Problem requirements
Within these entries, how many lines contain the word "compass"? Answer with the number alone.

━━━━━━━━

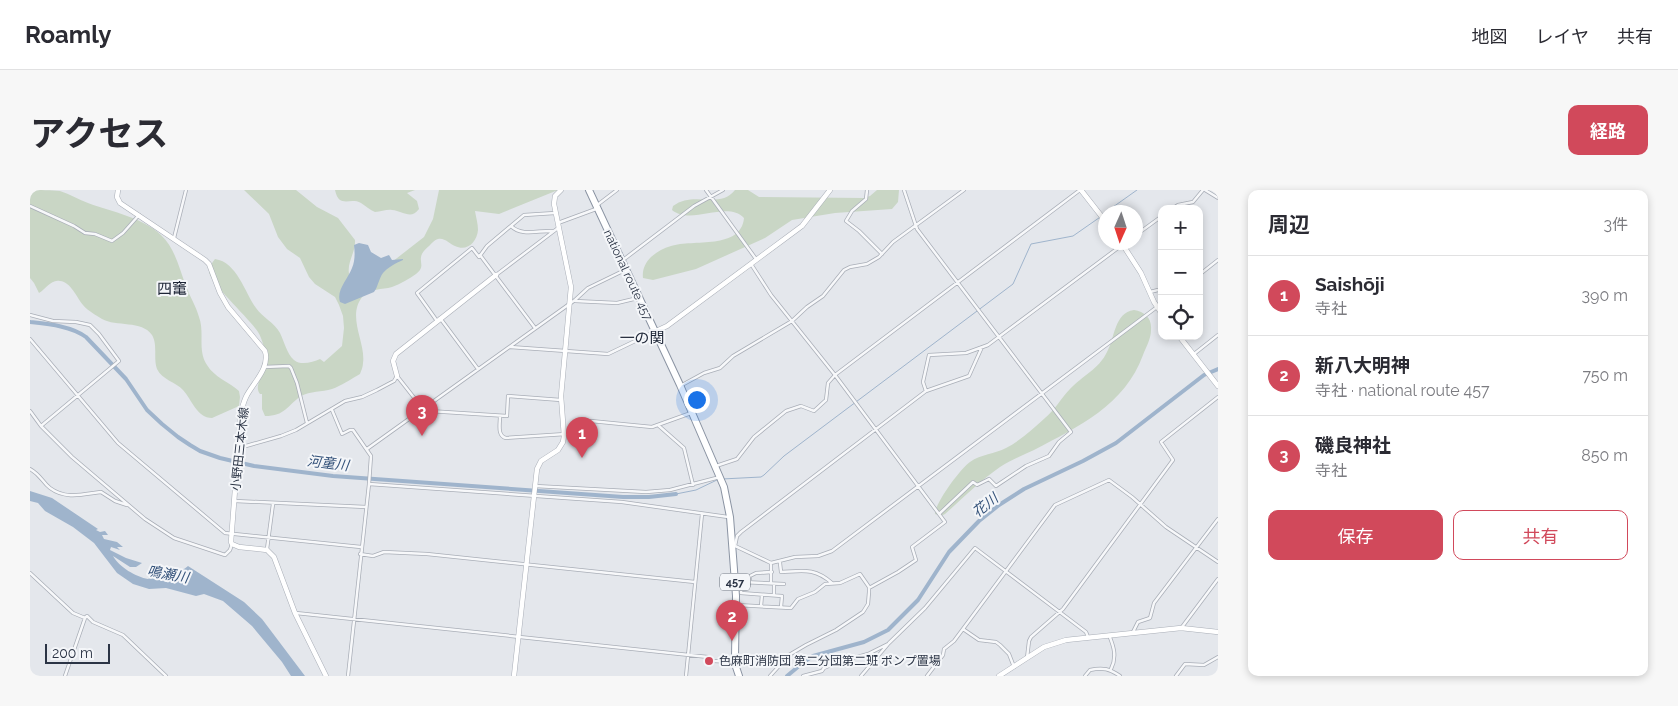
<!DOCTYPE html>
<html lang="ja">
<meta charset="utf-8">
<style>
:root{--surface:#fff;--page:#f7f7f7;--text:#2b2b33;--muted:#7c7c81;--line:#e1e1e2;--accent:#d1495b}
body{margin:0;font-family:Raleway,"Noto Sans JP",sans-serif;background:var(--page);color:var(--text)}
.controls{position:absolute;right:15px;top:15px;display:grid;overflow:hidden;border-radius:10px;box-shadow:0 2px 8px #0003}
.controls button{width:45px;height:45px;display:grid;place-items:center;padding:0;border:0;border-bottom:1px solid var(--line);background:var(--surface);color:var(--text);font:25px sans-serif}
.compass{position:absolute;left:1068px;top:15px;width:45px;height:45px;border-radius:50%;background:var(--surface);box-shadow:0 2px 8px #0003;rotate:183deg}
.scale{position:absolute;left:15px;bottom:12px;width:65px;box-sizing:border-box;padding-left:5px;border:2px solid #2b3445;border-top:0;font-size:14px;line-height:18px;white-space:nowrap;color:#2b3445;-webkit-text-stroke:4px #f4f6f9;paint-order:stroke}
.you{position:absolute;left:666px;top:209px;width:18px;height:18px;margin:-12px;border:4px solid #fff;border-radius:50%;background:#1a73e8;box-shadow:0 0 0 8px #1a73e833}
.badge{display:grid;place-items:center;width:32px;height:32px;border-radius:50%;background:var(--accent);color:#fff;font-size:16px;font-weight:700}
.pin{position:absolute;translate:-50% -41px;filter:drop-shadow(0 1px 2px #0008)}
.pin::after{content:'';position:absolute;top:26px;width:18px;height:15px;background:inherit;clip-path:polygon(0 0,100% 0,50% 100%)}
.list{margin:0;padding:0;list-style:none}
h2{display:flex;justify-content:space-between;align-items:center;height:65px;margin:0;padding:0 20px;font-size:21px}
h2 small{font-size:16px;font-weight:400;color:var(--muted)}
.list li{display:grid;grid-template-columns:32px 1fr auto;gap:15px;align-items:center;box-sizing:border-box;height:80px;padding:0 20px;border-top:1px solid var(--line)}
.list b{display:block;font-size:19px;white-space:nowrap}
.list p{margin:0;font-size:16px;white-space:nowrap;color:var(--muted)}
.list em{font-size:16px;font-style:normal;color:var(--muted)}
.actions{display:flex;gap:10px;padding:15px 20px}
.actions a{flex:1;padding:11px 0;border:1px solid var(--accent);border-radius:10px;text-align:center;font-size:18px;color:var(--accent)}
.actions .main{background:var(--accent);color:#fff}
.icon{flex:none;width:28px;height:28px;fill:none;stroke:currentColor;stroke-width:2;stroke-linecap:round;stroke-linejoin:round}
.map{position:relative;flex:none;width:1188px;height:486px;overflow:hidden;border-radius:10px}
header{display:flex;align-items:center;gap:30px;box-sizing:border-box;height:70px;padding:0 25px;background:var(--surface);border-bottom:1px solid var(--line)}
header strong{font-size:24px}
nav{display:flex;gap:28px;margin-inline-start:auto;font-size:18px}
.intro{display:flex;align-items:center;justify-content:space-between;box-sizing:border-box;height:120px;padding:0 30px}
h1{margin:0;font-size:35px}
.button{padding:12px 22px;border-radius:10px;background:var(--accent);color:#fff;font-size:18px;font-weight:700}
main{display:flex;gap:30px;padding:0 30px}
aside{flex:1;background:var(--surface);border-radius:10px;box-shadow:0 2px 8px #0003}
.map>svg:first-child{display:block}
.green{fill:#c9d6c5}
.water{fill:#9fb4cc}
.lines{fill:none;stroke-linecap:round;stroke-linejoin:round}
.stream{stroke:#9fb4cc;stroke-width:1}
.river{stroke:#9fb4cc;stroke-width:4}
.street-casing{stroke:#a9aeb7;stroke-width:4}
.secondary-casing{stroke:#a9aeb7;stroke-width:5.5}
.highway-casing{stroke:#8b94a3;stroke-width:8}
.street{stroke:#f7f8fa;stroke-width:2.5}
.secondary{stroke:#fff;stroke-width:4.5}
.highway{stroke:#fff;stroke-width:6}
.poi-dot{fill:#d1495b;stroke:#f4f6f9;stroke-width:2}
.labels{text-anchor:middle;stroke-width:4;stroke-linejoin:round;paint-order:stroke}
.shield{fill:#f4f6f9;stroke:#676e7b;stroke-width:1}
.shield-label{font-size:11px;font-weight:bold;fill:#2b3445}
.street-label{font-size:12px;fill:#2b3445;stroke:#f4f6f9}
.poi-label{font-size:12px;fill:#2b3445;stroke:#f4f6f9;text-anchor:start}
.water-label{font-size:14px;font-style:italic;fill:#34527a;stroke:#f4f6f9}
.quarter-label{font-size:15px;fill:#1d2536;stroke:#f4f6f9}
</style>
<header>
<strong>Roamly</strong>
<nav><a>地図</a><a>レイヤ</a><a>共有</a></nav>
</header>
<div class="intro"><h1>アクセス</h1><a class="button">経路</a></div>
<main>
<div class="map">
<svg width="1188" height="486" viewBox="0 0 1188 486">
<rect width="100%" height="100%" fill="#e4e7ec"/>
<path class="green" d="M0 0C9 0 22 0 30 1 40 4 49 10 58 13 82 22 112 27 131 45 145 58 149 78 156 96 160 107 166 116 169 127 175 143 167 160 177 175 184 187 199 192 209 201L210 207 209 216 182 228C167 228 162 210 153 200 146 192 132 190 127 179 123 168 128 155 122 145 112 130 86 137 72 129 66 125 58 121 53 115 47 108 41 92 30 91 21 89 16 99 9 103L4 93 0 88Z
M214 0H266L287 17 308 28 325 50C326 63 315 74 320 87L344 86 394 47 403 29 409 0H528L469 24 445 21C446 27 448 34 448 40 447 52 437 62 425 56 420 54 414 47 408 49 404 50 401 54 399 56 382 70 399 74 386 84 379 89 370 94 362 97 352 100 340 98 333 106 316 126 336 152 333 173 333 177 331 181 330 184 321 189 311 196 302 199 292 202 280 201 271 206 257 216 255 226 235 226L232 219V204H230C224 196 232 188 234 179 237 167 234 152 228 142 219 128 181 94 179 82 179 77 182 73 185 69 207 72 215 103 226 118 232 127 245 133 250 143 254 151 257 164 264 170 271 176 283 172 290 169L294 172 312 156 314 138 313 126 309 115 305 107 285 94 279 87 270 68 257 59 248 47 239 24Z
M305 0H385L377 3 387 11 389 19C381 30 373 21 362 20 357 19 351 22 345 22 340 20 336 16 331 13 320 7 309 19 305 0Z
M705 0H718L729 7 834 8 840 6 847 0H869L868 12 862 19 805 23 762 30 735 48 666 79 623 90 613 88C612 80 615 73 621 67 627 62 633 58 641 56 663 49 711 60 714 28 697 10 661 36 642 20L643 16C664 0 689 20 705 0Z
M1104 120C1115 122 1122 128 1121 140 1121 149 1116 157 1113 165 1095 215 1048 237 1004 260 993 265 981 270 970 277 950 291 933 308 915 324L911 326 905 324C905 313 931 278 940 272 951 264 965 264 976 258 990 251 1003 239 1015 228 1025 220 1031 208 1040 199 1052 186 1069 179 1077 162 1085 148 1084 123 1104 120Z"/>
<path class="water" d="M329 53 338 55 341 62 351 68 359 65 362 70 373 69V70C366 73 357 78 353 83 349 88 348 97 344 102L315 114 310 112C306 100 318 89 322 78 325 71 325 63 324 55Z
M0 301 22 308 68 339 66 340 70 342 75 341 78 345H72L74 349 87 352 93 357H87L90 360 81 357 80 360 96 368 112 373 106 377H100L83 366C89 377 106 387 118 389 122 387 126 385 130 384 139 381 150 384 158 376L214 412 232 429 275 486H261L252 472 222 436 193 411 174 404 166 406 136 398 119 399 103 394 87 383 64 353 43 337 15 321 8 313 0 311Z"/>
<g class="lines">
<path class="stream" d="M1076 22 1107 0
M692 289 731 287 734 285 754 266 983 94 1001 54 1043 46 1076 23
M646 304 666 300 689 289"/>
<path class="river" d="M0 132C18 134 41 136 56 147L96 189 117 220 132 234 148 247 160 255 170 261 190 268 224 276 303 286 593 307H619L646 304
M757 486 775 471 783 466 834 452 858 440 888 410 919 362 949 331 969 315 994 299 1053 271 1086 253 1174 185 1188 179"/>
<g class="street-casing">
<path id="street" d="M676 0 726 69
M837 0 836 9 822 21 816 31 829 41 852 64
M874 0 887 39 1041 242 1029 252 1019 266 996 276 966 296 959 289 947 295 943 292 909 324
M1175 0 1188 8
M0 16 44 36 55 43 65 44 82 51 93 43 109 25
M566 16 587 0
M1142 19 1148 15 1163 12 1173 0
M528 33 566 19
M481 36C492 47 509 40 523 41
M1106 45 1132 26
M144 48 156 0
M450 65 505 138
M593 70 664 16 693 0
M721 74 741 105 805 185 915 332 882 357 886 370 868 382 839 398
M466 85 528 38
M1169 85 1188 70
M1120 102 1132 99
M545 111 587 113 608 108
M0 125 23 131 46 132 60 135 69 144 89 171 11 236
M410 128 448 179
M407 131 387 103 442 58 449 67 457 56 494 25 525 23
M0 149 88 253 195 343 331 357
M480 157 578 164 624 142
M1164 164 1188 145
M234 177 259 176 261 178 267 193 277 233
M652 195 674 183 690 178 703 166 762 131 777 117 793 106 814 80 820 77 837 74 849 67 863 52 934 0
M896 201 893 192 899 165 936 163 958 155 1096 52
M302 220 312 244 320 240H323L341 266 339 294 318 486
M0 221 11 236 42 267 115 329 144 348 195 365 200 360 202 354
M470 226C470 234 467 246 476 248L551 243 554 242 561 231 622 237 661 223
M629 236 654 258 663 295
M209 258 251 246 266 240 315 211 332 207 347 200 364 191 367 186 393 219 399 221 477 226 478 206 531 210
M337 259 545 110 558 98 595 80
M686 276 707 269 724 247 756 221 771 216 784 221 796 210 798 193 805 185 1050 0
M0 279C11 285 12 292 20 298 36 310 54 304 71 302L85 311 97 315
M339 294 592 312 698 327
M505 296 616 302 640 300 690 287
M205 311 336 317
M703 355 741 373 765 367 788 366 802 361 1127 117
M705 356 707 346 711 342 896 201 939 186 952 157
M237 359 243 314
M330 364 343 366 354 362 397 364 665 392
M741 373V393
M750 373 751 382C772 381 784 377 802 393
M0 383 43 423 55 428 57 426 63 432 93 445 136 486
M720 393V386L726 383 742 382
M744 405V394
M707 415 761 418 768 409 785 402 795 394 810 393 830 384 839 397V402L838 414 833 422 806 440 776 455 759 465 740 486
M731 416 732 405
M751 417 752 406 711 403 712 392 754 394
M266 423 678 467 683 471 704 472
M1152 437 1188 389
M933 439 949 450 966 452 970 455 979 464 984 477
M1103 442 1108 432 1120 428 1124 413 1188 329
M1079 445C1084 457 1087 467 1081 479
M997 468 999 451 1001 447 1033 419 1143 270 1131 252 1188 207
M35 486 55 428
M656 486 672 324
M773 486 792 481 794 478 806 473 838 464 858 454
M831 486 859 453 895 418 945 358 1056 442 1058 447
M897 486 913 465 914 459 924 451 1025 315 1079 290 1102 307 1136 337 1188 372
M1055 486 1060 480C1073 477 1080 479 1090 486
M1146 486 1155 474 1174 475 1188 467"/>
</g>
<g class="secondary-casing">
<path id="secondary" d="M88 0 87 7 90 13 175 70 179 74 190 103 198 117 235 161C240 178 224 192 217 205 214 210 213 216 211 221L201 352 202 354 209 357 237 360 244 367 265 423 296 486
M1051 0 1076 32
M1091 52 1111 83 1124 112 1132 124
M624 142 637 136 772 36 800 0
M1149 146 1188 196
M367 186 363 171 366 164 466 85
M484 486 507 279 511 271 528 260 533 252 534 246 531 206 541 97 524 14 525 6 531 0
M969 486 1014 457 1036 450 1151 438 1188 442"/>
</g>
<g class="highway-casing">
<path id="highway" d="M559 0 650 195 694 297 700 327 706 406 705 466 706 477 709 486"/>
</g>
<use href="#street" class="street"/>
<use href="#secondary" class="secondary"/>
<use href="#highway" class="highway"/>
</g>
<circle class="poi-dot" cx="679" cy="471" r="5"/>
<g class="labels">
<rect class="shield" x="690" y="383.5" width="30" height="17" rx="4"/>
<g class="shield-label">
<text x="705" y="396">457</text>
</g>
<g class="street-label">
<text transform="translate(598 85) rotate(65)" y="4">national route 457</text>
<text transform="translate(210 259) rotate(-84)" y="4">小野田三本木線</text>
</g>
<g class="poi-label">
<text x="689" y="475">色麻町消防団 第二分団第二班 ポンプ置場</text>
</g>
<g class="water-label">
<text transform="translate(298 273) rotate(7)" y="5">河童川</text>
<text transform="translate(955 315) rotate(-39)" y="5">花川</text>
<text transform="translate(138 384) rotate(10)" y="5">鳴瀬川</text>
</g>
<g class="quarter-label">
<text x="142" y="104">四竃</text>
<text x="612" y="153">一の関</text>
</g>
</g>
</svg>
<div class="controls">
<button>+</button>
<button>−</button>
<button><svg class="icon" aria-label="locate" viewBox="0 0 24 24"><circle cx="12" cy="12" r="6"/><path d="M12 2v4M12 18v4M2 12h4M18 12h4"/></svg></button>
</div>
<svg class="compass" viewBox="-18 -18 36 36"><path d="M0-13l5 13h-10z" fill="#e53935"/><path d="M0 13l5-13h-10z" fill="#7c7c81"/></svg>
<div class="scale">200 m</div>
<div class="you"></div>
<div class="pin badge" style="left:552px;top:268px">1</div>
<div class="pin badge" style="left:702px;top:451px">2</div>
<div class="pin badge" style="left:392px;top:246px">3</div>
</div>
<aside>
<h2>周辺<small>3件</small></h2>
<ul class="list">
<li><span class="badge">1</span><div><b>Saishōji</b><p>寺社</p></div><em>390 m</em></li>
<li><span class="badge">2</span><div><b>新八大明神</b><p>寺社 · national route 457</p></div><em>750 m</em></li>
<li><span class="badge">3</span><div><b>磯良神社</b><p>寺社</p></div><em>850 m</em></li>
</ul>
<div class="actions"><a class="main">保存</a><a>共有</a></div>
</aside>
</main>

━━━━━━━━

Task response
2